Exercise instructions:
Would you count the lines in the material below that include the string "stream"? Only the number is needed.

# # #

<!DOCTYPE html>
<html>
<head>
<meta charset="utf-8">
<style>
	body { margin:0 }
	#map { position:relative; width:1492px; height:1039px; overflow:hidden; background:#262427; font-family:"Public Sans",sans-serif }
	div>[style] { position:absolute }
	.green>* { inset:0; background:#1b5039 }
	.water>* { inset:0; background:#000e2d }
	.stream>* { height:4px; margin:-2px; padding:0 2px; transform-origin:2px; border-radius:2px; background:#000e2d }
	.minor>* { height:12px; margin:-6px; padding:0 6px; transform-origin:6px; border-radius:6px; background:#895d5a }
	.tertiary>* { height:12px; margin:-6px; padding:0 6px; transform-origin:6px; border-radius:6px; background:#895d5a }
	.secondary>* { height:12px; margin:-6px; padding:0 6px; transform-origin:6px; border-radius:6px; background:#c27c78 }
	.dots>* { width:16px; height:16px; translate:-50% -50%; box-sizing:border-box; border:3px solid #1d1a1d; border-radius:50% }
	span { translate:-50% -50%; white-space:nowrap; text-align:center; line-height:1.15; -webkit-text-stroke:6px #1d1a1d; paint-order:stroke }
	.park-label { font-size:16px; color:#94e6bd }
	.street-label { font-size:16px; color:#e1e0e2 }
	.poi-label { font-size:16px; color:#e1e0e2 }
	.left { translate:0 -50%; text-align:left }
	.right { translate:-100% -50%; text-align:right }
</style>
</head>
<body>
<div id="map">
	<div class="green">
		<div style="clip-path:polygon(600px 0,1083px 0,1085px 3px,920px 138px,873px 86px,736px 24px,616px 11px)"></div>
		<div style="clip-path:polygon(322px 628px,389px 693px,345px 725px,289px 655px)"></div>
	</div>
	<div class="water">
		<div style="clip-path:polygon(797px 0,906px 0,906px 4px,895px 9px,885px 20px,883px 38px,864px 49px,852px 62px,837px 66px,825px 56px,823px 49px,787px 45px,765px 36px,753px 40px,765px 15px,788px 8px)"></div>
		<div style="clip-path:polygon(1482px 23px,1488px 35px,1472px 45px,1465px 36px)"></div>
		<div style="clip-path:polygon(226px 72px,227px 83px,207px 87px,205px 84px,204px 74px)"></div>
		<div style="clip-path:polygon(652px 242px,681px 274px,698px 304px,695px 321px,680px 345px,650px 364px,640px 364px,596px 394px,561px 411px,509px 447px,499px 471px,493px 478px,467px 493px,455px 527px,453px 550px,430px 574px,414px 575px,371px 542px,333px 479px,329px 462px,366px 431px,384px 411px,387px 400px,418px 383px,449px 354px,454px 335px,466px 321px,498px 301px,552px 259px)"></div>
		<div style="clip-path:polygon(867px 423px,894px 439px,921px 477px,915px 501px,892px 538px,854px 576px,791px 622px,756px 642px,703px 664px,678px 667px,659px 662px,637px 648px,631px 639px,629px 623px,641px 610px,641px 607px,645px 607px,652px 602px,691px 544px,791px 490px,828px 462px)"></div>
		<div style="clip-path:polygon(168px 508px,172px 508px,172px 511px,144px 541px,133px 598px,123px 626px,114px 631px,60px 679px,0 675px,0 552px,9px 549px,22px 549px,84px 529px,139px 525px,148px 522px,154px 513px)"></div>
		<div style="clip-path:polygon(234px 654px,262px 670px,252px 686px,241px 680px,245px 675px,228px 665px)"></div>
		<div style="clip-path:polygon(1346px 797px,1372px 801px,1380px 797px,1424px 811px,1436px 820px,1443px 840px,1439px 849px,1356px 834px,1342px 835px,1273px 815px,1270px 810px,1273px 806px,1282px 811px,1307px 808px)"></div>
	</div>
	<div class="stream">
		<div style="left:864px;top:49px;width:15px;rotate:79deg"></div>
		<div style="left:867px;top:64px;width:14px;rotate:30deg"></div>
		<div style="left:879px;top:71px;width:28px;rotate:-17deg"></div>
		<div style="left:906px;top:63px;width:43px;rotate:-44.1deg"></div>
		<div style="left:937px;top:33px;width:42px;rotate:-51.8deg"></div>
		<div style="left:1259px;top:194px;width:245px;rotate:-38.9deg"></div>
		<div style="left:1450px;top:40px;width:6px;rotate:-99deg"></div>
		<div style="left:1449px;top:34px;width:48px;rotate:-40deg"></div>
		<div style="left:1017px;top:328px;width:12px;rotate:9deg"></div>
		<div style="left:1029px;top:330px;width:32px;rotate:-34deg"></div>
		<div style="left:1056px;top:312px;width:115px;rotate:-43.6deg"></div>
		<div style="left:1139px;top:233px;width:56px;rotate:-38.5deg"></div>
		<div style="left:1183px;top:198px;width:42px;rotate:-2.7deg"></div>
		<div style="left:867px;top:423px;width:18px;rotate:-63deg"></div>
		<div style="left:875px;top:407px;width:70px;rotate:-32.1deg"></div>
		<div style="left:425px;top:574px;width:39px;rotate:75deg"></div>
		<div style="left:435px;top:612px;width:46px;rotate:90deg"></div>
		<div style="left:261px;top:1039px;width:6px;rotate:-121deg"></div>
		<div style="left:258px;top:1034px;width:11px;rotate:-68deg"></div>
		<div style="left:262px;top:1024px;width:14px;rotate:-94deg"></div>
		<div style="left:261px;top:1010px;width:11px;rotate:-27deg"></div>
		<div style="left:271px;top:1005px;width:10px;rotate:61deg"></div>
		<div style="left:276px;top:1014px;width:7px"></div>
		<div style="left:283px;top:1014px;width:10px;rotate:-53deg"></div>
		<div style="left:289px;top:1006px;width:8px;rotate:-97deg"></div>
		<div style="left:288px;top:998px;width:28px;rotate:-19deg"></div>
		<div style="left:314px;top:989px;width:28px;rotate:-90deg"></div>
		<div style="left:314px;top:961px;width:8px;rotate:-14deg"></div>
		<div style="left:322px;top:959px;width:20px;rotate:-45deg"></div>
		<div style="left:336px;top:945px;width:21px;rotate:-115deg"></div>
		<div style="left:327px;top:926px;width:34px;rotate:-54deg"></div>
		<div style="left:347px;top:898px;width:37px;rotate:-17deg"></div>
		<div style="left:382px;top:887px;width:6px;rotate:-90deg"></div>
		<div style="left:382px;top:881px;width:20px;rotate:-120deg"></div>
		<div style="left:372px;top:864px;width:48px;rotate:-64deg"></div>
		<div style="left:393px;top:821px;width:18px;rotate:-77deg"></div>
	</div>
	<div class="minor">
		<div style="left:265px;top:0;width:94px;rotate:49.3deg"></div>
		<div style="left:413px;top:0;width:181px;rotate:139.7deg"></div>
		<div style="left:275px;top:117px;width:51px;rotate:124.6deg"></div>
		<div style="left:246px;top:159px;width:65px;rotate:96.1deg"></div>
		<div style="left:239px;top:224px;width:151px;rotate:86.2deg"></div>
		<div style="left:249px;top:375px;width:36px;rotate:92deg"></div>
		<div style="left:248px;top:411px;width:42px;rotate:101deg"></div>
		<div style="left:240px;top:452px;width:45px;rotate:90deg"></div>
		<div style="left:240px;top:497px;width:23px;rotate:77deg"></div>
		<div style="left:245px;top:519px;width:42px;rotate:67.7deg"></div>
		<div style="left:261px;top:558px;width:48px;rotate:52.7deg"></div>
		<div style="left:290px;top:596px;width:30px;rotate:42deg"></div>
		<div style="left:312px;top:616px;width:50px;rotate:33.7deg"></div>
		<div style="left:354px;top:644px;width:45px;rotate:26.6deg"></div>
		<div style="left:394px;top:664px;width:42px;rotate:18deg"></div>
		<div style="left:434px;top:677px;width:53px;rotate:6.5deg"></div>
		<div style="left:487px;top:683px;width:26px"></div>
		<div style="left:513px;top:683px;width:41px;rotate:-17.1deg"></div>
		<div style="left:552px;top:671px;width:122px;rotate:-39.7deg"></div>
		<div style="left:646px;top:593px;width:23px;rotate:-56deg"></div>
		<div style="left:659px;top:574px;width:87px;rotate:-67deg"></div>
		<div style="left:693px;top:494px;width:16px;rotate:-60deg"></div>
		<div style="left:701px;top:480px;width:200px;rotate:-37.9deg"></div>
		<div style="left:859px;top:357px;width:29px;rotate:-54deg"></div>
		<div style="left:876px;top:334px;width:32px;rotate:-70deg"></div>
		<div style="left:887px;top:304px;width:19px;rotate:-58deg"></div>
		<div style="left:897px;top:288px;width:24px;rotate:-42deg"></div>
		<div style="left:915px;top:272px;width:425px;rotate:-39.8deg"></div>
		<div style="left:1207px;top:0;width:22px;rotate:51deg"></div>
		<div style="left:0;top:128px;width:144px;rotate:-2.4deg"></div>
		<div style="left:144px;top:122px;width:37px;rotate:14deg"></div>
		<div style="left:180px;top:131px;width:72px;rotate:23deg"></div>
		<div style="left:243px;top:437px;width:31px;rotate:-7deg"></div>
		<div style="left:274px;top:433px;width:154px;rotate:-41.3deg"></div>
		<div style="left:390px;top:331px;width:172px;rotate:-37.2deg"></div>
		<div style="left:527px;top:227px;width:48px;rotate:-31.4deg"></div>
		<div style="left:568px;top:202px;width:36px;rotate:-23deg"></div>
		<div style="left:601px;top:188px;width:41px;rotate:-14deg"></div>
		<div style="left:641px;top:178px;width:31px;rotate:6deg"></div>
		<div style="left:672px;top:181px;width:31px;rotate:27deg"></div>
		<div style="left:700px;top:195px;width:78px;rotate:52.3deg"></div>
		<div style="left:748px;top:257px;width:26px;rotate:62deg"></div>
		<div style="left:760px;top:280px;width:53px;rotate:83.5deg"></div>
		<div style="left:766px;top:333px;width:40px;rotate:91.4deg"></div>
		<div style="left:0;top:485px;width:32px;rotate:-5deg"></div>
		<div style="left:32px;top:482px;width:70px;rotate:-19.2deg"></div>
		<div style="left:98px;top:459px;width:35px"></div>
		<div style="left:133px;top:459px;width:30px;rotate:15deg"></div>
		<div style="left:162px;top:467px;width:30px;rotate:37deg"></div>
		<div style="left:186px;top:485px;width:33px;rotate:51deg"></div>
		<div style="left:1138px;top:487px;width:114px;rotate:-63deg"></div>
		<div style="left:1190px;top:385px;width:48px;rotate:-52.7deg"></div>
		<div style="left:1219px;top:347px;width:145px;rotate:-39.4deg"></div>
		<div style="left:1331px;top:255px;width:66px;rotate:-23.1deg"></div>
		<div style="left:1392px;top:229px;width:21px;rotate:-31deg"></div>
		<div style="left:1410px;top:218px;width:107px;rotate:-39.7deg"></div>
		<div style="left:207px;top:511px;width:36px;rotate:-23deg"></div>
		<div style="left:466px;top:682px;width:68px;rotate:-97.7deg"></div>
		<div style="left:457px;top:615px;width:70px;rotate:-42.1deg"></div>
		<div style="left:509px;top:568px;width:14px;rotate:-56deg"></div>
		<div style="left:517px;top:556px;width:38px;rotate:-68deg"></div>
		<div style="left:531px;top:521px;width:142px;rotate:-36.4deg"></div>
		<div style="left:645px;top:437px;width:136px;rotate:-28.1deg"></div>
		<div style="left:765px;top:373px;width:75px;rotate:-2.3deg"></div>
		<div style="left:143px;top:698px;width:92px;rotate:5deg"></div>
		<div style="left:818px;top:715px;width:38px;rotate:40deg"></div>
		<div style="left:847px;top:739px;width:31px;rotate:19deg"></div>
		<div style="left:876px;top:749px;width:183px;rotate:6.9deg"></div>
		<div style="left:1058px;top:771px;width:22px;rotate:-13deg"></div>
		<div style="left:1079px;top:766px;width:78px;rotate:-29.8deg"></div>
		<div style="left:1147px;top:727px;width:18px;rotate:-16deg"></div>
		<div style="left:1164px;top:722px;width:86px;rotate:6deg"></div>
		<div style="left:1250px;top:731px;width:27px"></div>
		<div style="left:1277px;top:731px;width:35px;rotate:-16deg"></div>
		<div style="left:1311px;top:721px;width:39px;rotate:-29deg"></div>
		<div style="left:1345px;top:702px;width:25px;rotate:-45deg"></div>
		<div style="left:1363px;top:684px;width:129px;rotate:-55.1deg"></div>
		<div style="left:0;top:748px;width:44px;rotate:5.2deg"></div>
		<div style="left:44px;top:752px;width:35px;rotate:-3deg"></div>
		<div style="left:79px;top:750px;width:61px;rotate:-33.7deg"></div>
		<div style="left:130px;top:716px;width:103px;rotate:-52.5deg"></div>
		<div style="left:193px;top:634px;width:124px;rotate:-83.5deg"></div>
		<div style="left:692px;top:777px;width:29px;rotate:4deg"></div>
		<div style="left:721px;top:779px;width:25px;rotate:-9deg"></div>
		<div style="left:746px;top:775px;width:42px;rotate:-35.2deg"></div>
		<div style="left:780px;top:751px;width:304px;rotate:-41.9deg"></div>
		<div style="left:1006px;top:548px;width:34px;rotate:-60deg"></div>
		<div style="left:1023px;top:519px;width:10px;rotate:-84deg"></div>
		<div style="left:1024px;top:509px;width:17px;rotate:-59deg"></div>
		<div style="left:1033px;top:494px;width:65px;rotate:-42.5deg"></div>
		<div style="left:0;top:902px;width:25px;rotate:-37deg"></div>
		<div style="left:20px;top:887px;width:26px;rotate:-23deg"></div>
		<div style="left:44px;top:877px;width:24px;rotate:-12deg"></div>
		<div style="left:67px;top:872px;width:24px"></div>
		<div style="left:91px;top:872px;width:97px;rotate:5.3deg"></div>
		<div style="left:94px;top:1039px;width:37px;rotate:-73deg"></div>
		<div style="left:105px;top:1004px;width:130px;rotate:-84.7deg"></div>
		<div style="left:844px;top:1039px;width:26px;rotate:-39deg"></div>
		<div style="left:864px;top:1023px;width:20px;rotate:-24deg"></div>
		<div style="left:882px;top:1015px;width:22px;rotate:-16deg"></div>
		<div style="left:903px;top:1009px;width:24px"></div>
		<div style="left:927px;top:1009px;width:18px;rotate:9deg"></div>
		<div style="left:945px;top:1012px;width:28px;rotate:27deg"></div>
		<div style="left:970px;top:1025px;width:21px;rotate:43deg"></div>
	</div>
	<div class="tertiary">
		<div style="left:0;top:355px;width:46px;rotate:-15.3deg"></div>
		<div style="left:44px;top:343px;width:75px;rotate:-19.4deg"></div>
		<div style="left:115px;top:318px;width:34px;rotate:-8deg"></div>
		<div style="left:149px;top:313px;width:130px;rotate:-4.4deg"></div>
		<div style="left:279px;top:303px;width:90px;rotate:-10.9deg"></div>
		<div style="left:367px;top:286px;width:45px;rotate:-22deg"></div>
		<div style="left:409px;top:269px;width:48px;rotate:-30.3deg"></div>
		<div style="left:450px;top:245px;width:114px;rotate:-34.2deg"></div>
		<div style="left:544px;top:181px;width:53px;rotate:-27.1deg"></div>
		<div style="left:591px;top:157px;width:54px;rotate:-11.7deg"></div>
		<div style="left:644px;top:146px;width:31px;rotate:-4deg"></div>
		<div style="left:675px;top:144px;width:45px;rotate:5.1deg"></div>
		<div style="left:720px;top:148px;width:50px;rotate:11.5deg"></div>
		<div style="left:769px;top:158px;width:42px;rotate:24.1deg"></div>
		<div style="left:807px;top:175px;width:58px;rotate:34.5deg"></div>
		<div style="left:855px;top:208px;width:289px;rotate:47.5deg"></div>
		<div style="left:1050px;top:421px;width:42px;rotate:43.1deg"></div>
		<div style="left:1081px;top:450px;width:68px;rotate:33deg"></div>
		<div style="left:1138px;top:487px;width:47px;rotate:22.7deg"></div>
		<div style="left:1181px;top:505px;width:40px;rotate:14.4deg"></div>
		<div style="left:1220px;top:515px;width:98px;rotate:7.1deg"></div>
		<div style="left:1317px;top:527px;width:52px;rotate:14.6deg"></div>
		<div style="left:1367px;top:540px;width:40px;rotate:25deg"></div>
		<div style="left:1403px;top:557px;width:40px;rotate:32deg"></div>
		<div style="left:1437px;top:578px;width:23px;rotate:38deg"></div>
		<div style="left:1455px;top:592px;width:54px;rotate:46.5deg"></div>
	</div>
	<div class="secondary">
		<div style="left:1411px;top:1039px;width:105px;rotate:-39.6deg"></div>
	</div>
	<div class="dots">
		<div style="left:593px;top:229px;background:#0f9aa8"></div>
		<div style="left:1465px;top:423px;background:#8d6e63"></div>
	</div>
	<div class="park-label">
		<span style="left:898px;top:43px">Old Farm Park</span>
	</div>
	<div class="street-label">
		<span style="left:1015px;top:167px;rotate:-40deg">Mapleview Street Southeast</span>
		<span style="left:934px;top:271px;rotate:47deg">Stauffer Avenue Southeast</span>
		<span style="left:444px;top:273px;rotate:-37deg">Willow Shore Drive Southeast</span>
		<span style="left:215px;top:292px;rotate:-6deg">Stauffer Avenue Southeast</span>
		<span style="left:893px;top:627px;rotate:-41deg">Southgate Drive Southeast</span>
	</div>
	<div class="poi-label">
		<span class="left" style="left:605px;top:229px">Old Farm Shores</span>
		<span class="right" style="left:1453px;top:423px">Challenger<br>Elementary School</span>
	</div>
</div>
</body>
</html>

# # #

Result of this exercise:
2